------ Source material
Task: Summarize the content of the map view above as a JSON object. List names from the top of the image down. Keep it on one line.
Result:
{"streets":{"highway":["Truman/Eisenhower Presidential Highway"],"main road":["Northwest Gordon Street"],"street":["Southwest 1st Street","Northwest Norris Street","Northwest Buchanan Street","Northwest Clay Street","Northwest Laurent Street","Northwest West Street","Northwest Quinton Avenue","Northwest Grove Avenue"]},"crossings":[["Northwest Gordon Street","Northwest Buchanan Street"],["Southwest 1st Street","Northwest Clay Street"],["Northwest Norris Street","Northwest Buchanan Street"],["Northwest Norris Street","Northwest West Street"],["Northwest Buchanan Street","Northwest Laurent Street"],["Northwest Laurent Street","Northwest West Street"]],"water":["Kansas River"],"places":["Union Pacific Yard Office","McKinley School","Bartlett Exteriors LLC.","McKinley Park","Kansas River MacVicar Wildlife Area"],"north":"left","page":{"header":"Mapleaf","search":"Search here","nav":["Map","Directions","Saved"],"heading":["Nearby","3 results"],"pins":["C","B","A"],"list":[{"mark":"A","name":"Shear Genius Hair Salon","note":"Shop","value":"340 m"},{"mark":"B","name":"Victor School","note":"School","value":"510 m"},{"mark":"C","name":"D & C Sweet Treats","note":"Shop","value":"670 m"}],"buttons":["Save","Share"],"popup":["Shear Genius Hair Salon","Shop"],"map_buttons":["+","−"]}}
------------
Would you copy every line of the material exactly?

(Response)
Task: Summarize the content of the map view above as a JSON object. List names from the top of the image down. Keep it on one line.
Result:
{"streets":{"highway":["Truman/Eisenhower Presidential Highway"],"main road":["Northwest Gordon Street"],"street":["Southwest 1st Street","Northwest Norris Street","Northwest Buchanan Street","Northwest Clay Street","Northwest Laurent Street","Northwest West Street","Northwest Quinton Avenue","Northwest Grove Avenue"]},"crossings":[["Northwest Gordon Street","Northwest Buchanan Street"],["Southwest 1st Street","Northwest Clay Street"],["Northwest Norris Street","Northwest Buchanan Street"],["Northwest Norris Street","Northwest West Street"],["Northwest Buchanan Street","Northwest Laurent Street"],["Northwest Laurent Street","Northwest West Street"]],"water":["Kansas River"],"places":["Union Pacific Yard Office","McKinley School","Bartlett Exteriors LLC.","McKinley Park","Kansas River MacVicar Wildlife Area"],"north":"left","page":{"header":"Mapleaf","search":"Search here","nav":["Map","Directions","Saved"],"heading":["Nearby","3 results"],"pins":["C","B","A"],"list":[{"mark":"A","name":"Shear Genius Hair Salon","note":"Shop","value":"340 m"},{"mark":"B","name":"Victor School","note":"School","value":"510 m"},{"mark":"C","name":"D & C Sweet Treats","note":"Shop","value":"670 m"}],"buttons":["Save","Share"],"popup":["Shear Genius Hair Salon","Shop"],"map_buttons":["+","−"]}}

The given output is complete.